* [THE TASK]
The records sit below. Return every line in them that holds the word "rendered".

* [DATA SUPPLIED]

---*---

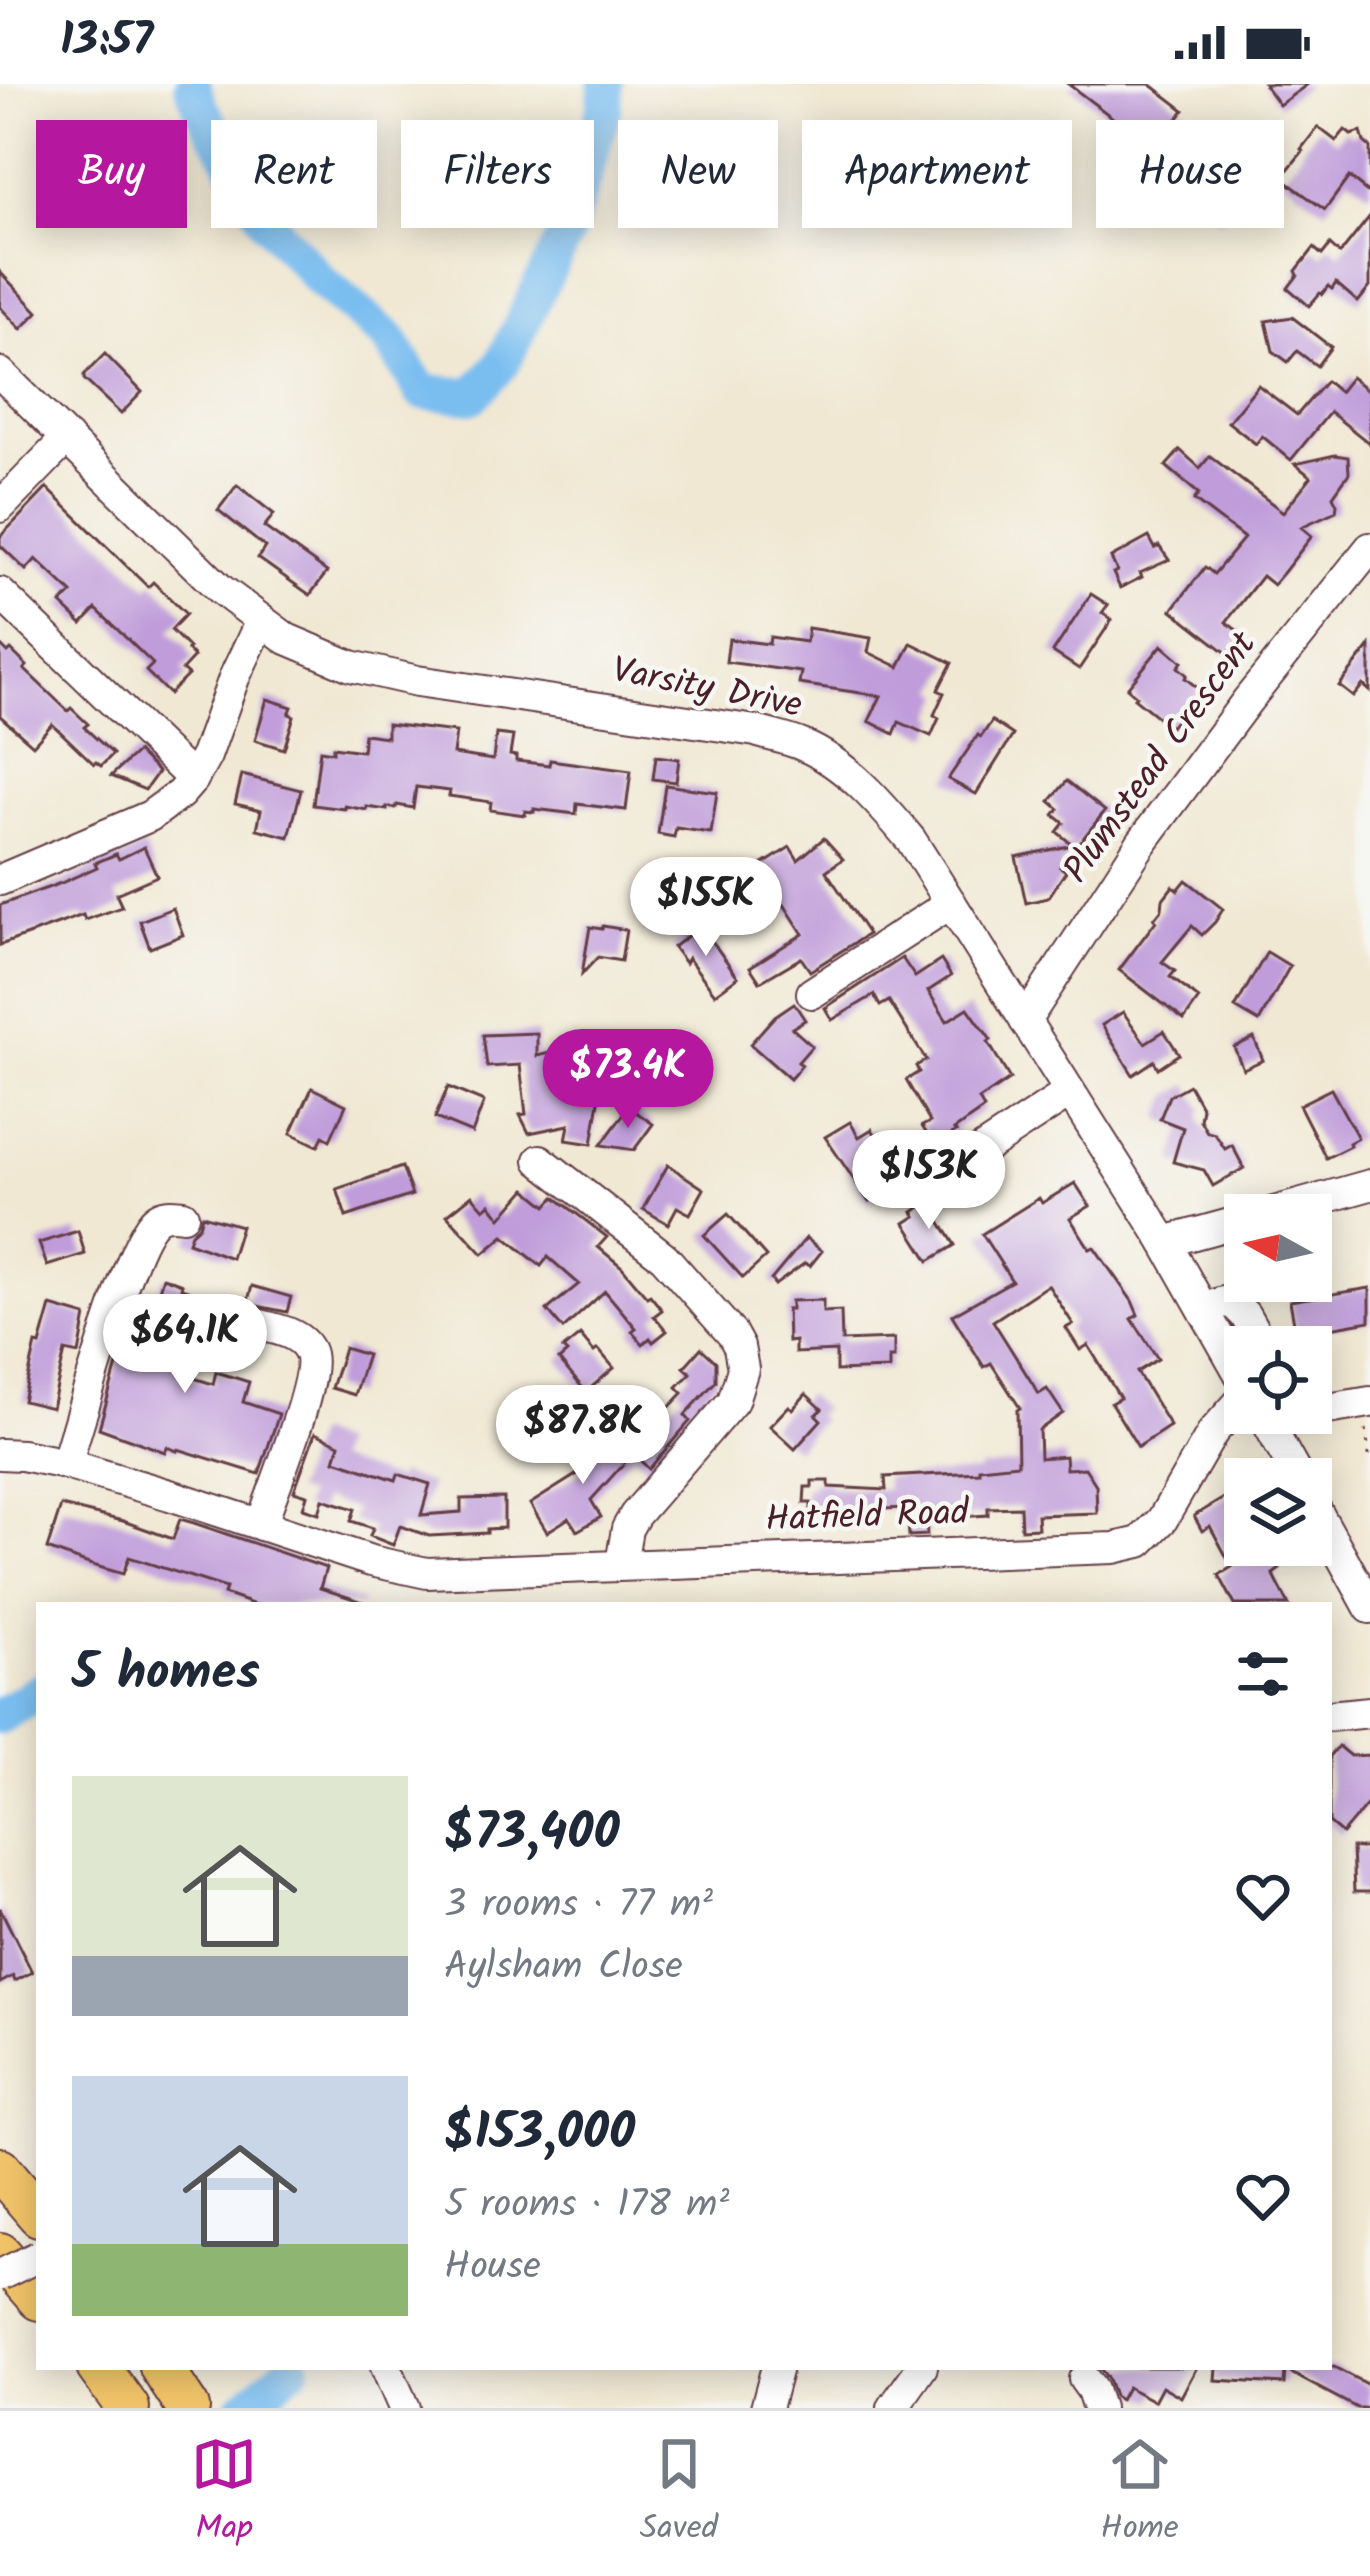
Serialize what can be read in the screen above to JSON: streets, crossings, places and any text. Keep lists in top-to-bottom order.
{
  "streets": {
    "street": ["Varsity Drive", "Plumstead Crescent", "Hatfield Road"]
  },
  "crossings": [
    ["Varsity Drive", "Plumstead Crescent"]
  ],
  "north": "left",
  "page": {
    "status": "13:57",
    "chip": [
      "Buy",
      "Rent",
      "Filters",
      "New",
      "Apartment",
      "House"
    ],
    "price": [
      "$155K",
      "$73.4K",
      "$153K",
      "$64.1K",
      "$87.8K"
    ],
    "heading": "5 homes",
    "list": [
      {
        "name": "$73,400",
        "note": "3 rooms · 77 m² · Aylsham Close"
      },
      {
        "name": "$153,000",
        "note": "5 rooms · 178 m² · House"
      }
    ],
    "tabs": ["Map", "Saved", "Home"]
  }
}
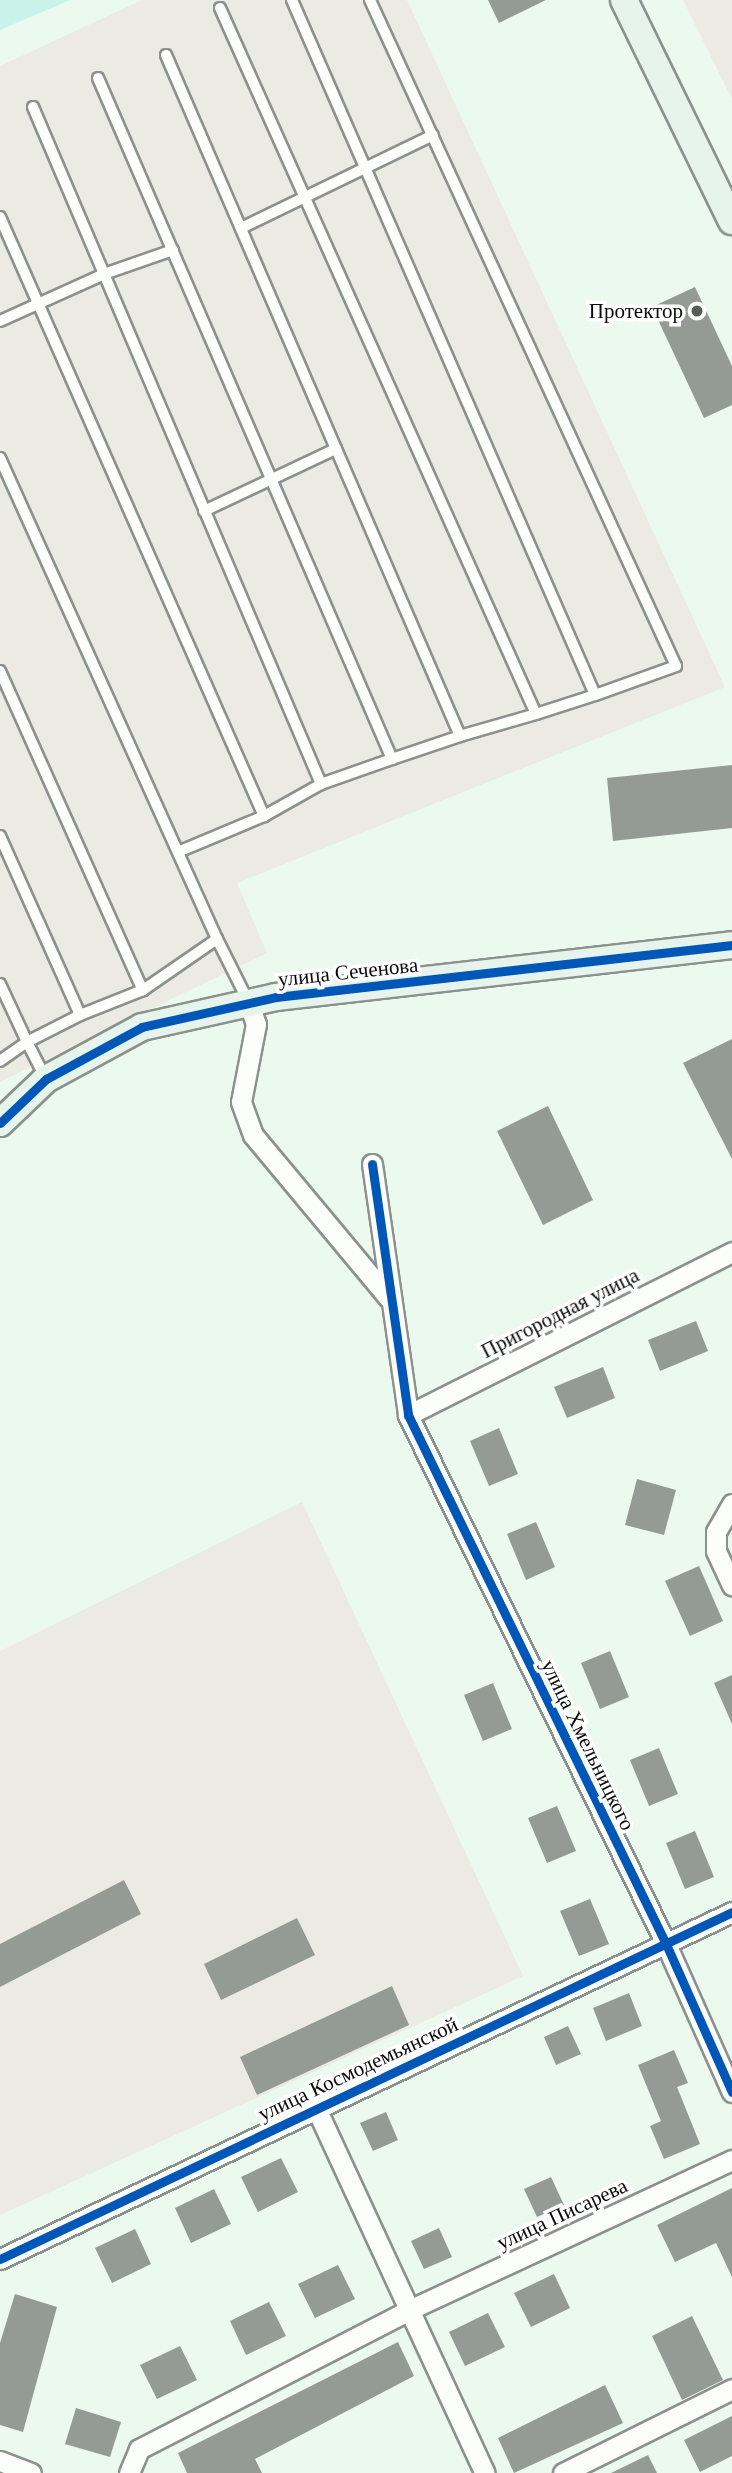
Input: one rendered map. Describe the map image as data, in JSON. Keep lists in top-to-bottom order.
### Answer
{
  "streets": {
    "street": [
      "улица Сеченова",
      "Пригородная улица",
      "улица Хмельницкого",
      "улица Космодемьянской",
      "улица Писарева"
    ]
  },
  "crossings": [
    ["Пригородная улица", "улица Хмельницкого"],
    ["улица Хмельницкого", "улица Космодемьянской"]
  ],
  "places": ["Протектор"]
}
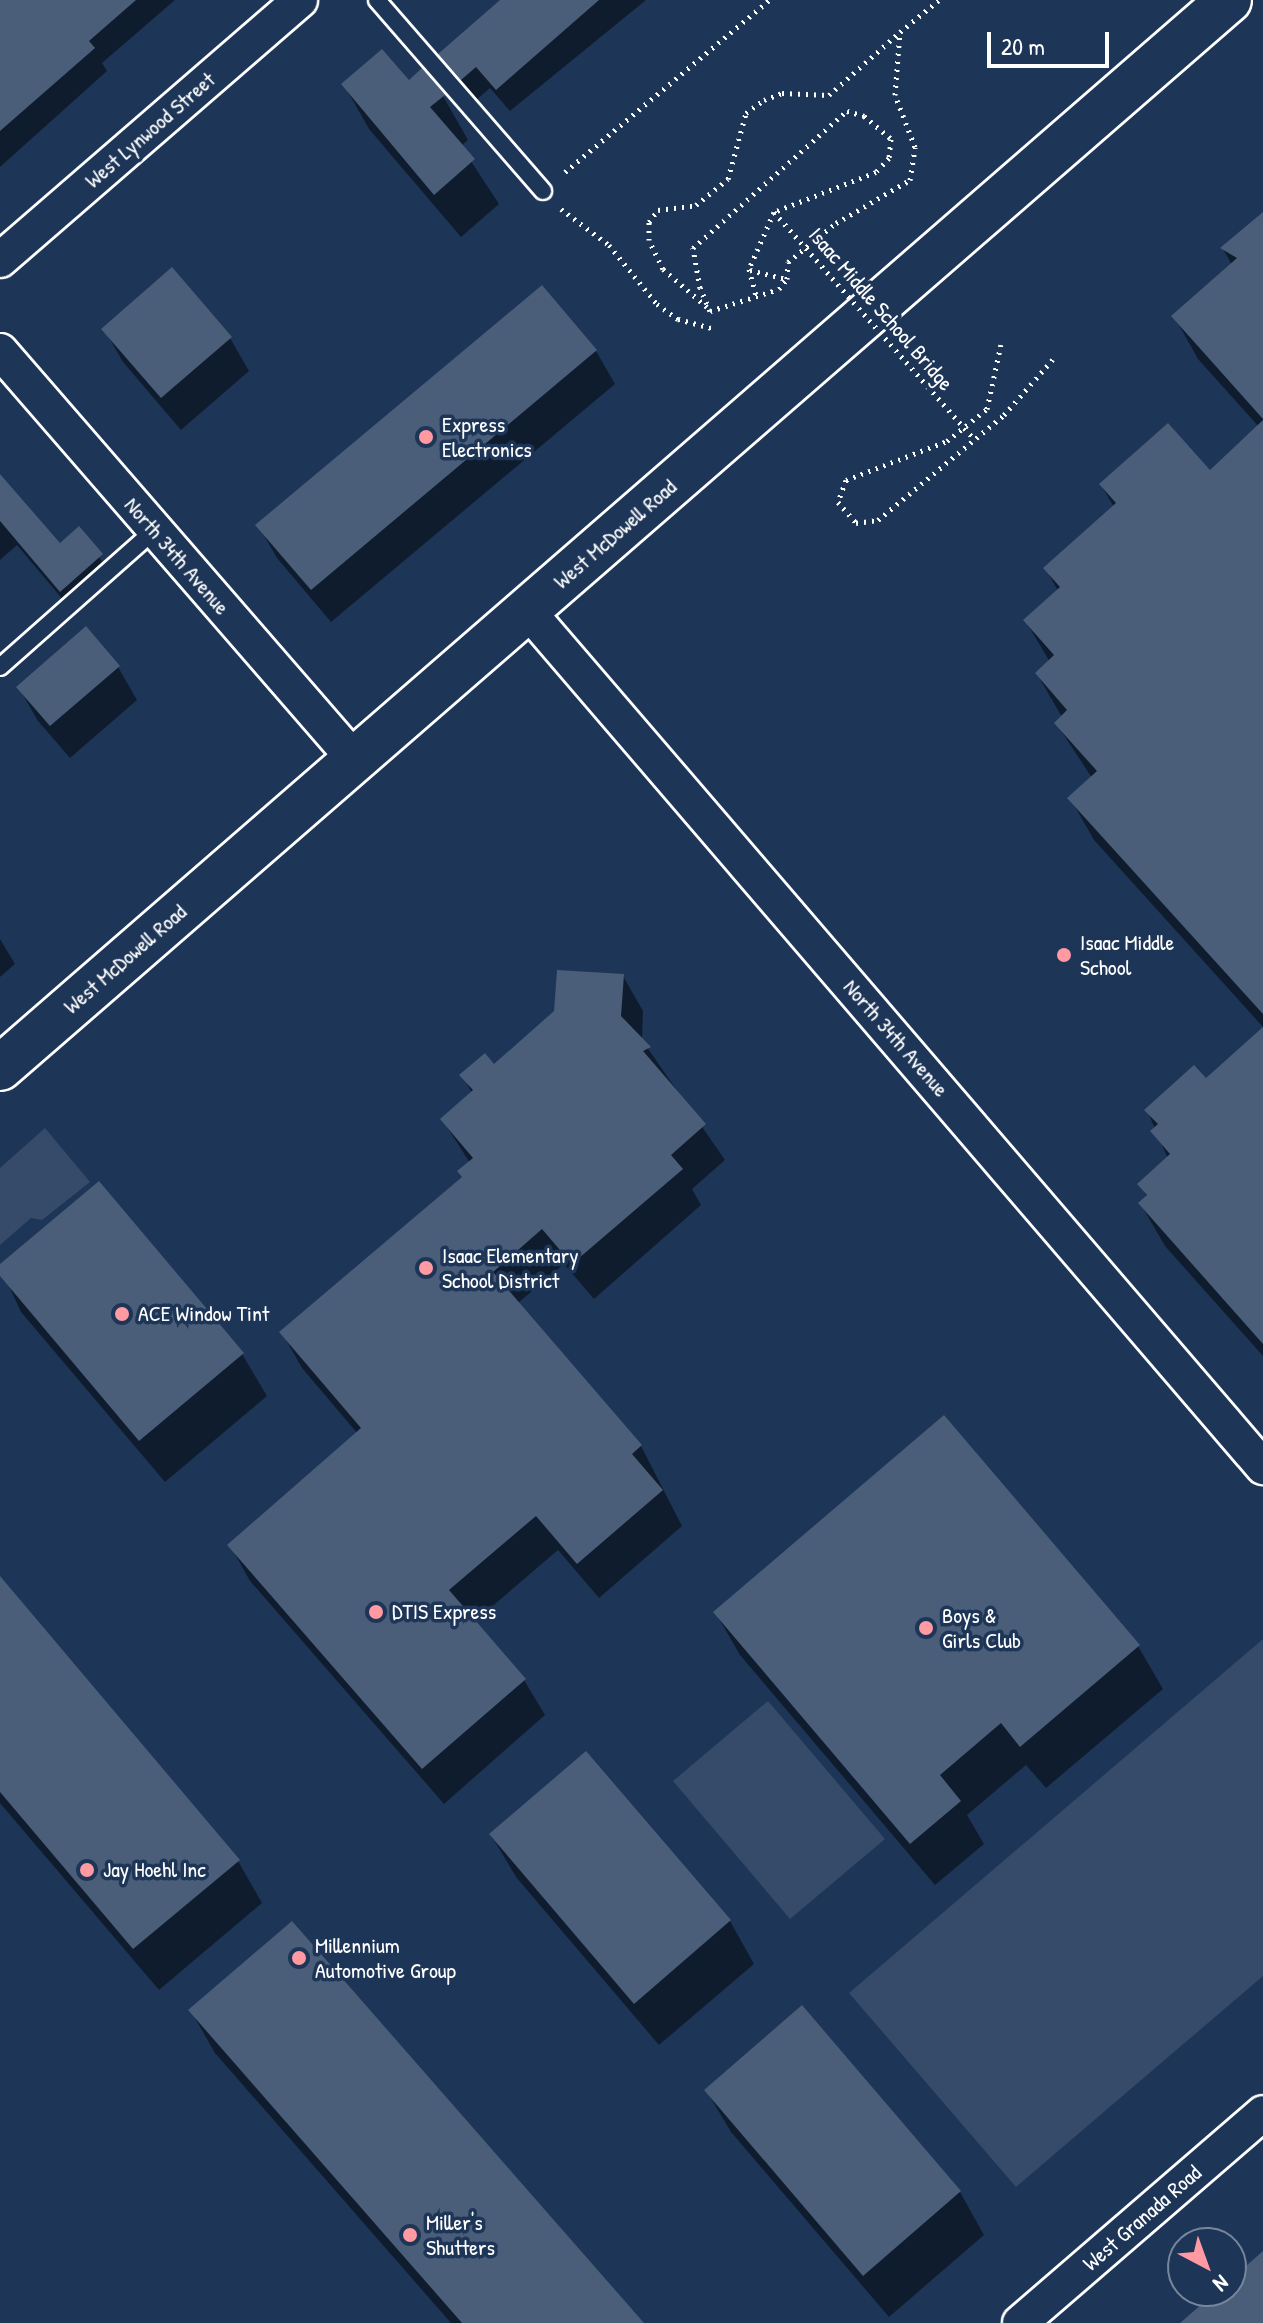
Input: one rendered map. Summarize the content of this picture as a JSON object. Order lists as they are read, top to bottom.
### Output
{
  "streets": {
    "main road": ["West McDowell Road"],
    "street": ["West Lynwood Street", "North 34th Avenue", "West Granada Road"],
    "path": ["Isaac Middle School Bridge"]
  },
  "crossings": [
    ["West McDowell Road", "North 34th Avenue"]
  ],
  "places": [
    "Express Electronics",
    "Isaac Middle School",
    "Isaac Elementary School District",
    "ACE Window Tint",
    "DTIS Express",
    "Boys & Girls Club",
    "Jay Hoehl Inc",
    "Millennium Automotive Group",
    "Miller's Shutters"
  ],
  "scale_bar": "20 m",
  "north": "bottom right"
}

---*---

* [YOUR SOLUTION]
Input: one rendered map. Describe the map image as data, in JSON. Keep lists in top-to-bottom order.
Input: one rendered map. Summarize the content of this picture as a JSON object. Order lists as they are read, top to bottom.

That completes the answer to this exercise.